Speaker 1: The connector housing clips onto the end of the cable and locks into the controller itself. I’m not entirely sure why you’d need to use this since the standard cable connection is fairly snug. Even if someone yanked or tripped on the cable, I would really rather it pop out of the controller instead of it being locked to [00:07:00] it and possibly pulling the console off the shelf. But if you have any ideas on how to best use the connector housing, I’d love to hear them. The standard dual sense controller can be used for PC gaming through both a wired and wireless connection. The dual sense edge can connect and register with the PC as well, but I wasn’t able to get any games to work with the new controller. I’m assuming this is because the controller isn’t out yet and it’s still early days for the edge.

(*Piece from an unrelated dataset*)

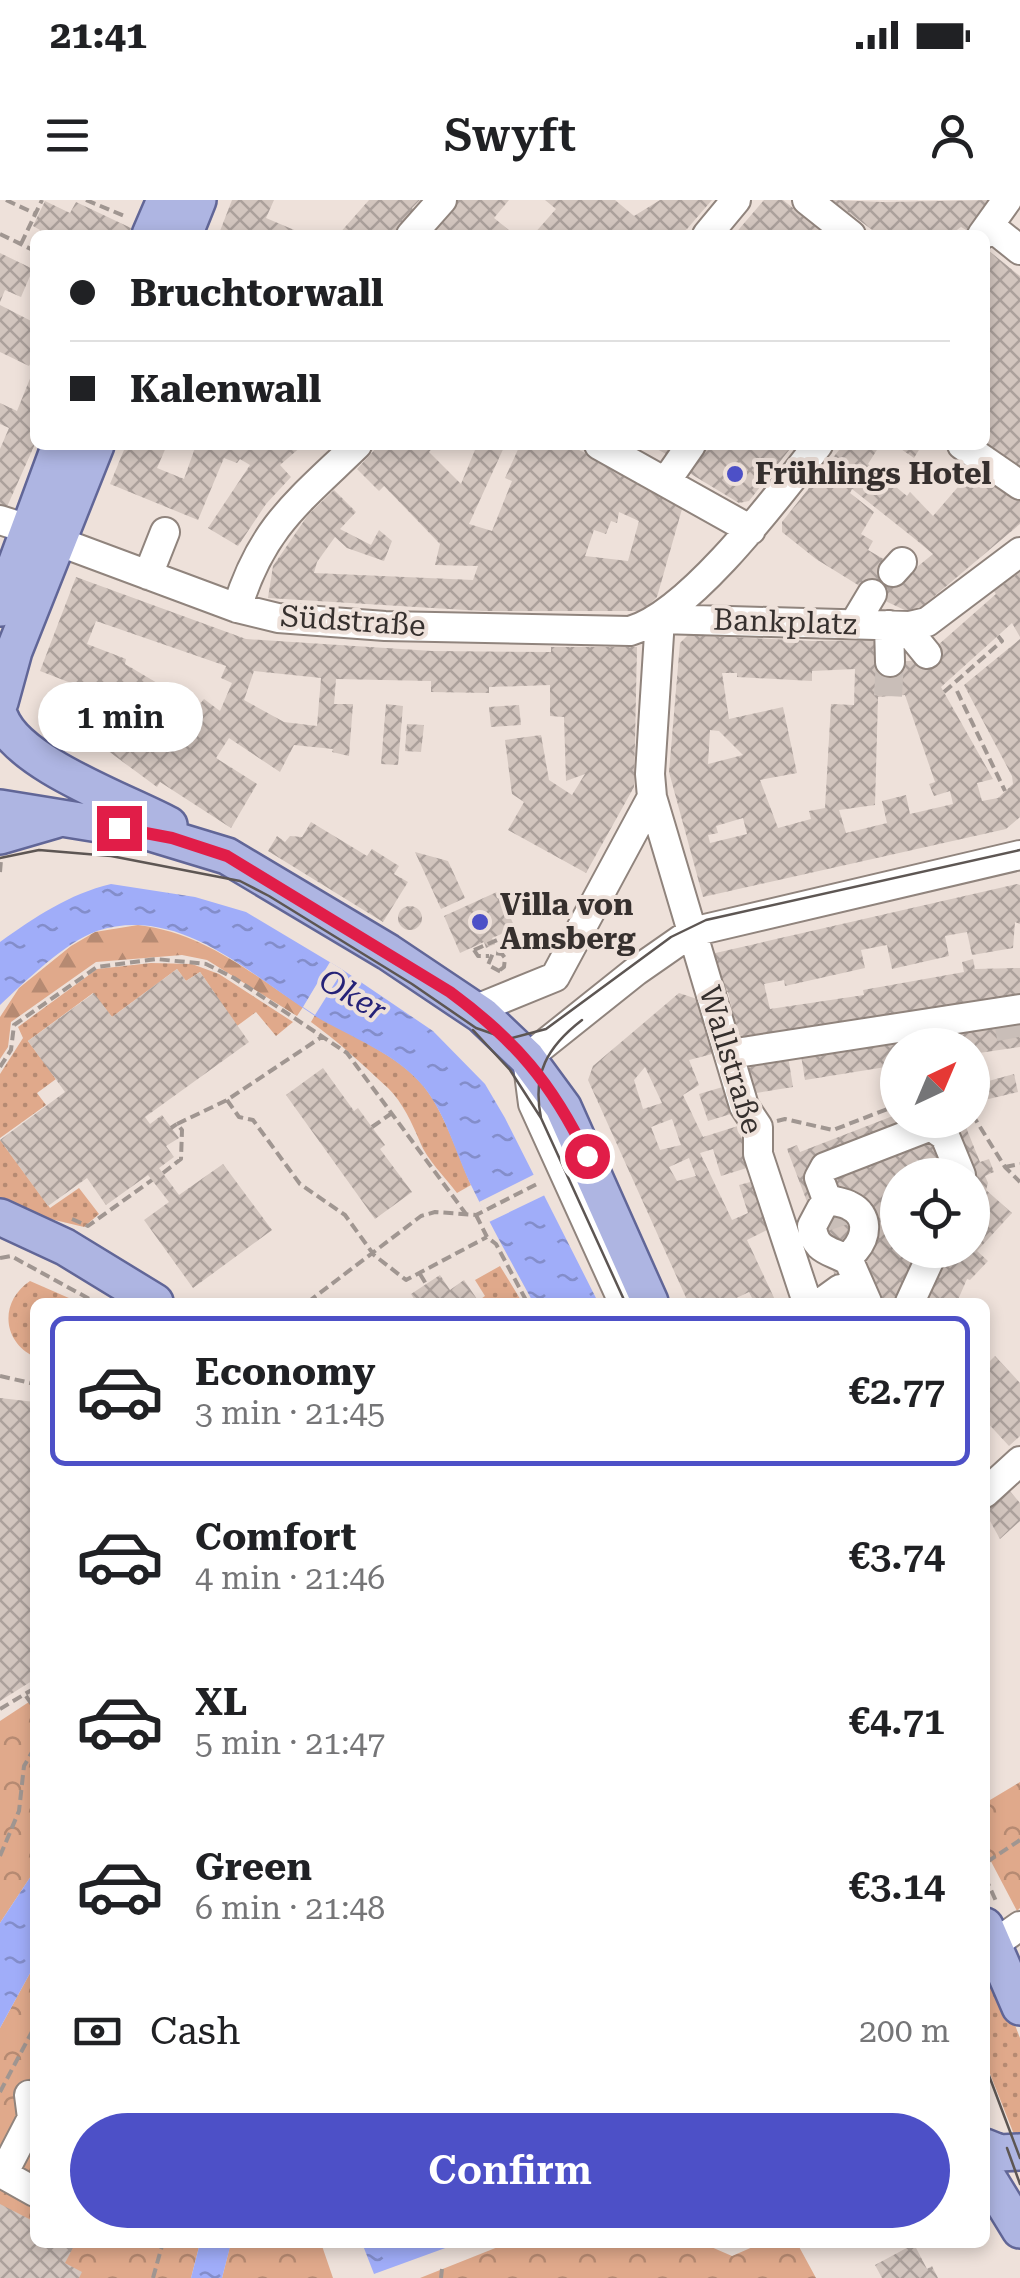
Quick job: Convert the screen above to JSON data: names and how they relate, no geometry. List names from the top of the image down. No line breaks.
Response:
{"streets":{"street":["Südstraße","Bankplatz","Wallstraße"]},"crossings":[["Südstraße","Bankplatz"]],"water":["Oker"],"places":["Frühlings Hotel","Villa von Amsberg"],"north":"top right","page":{"status":"21:41","header":"Swyft","banner":["Bruchtorwall","Kalenwall"],"bubble":"1 min","list":[{"name":"Economy","note":"3 min · 21:45","value":"€2.77"},{"name":"Comfort","note":"4 min · 21:46","value":"€3.74"},{"name":"XL","note":"5 min · 21:47","value":"€4.71"},{"name":"Green","note":"6 min · 21:48","value":"€3.14"}],"pay":["Cash","200 m"],"buttons":"Confirm"}}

Speaker 1: Considering the first controller works, I’d assume that functionality is coming in the future. So who is this controller for? Every game you’re going [00:07:30] to play on your PlayStation is thoughtfully designed to use the standard controller. The back paddles are great for shortcuts and offer more accessibility for those who might lack the ability to use the typical controller properly. Otherwise, the edge is geared towards players wanting a more competitive edge towards their typically twitched base gaming. If you’re someone who comes to Sony for their huge AAA narrative experiences like the Last of Us Horizon or God of war, then you probably won’t get a huge benefit out of spending $200 on this. But for those of you who play a lot of multi-player [00:08:00] games, specifically first person shooters or any game where the milliseconds it takes to press a button are important, then you will definitely see some advantages to the edges.

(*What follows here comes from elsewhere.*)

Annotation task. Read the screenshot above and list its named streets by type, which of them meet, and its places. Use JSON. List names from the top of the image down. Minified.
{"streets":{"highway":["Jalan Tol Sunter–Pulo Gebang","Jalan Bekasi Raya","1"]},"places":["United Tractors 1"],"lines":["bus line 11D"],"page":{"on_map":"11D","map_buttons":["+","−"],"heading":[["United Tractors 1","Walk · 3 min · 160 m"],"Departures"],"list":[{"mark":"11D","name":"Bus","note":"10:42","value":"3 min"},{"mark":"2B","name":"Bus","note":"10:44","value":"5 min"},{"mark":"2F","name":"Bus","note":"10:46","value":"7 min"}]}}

Speaker 1: Customization, the dual sense edge fills a hole that was missing from PlayStation’s portfolio. Small additions like the texture grip and the grooves on the triggers are appreciated, and being able to adjust dead zone and completely replace an analog stick gives this controller a much longer life. But it’s also disappointing that the short battery life of the original dual sense got even worse on the edge. [00:08:30] The controller feels good and offers new and more personal ways for any player to connect with a game, but it’s high price means it only makes sense for the really dedicated. What are your thoughts on pro controllers? Do you find back paddles and customizable triggers useful? Let me know and thanks for watching.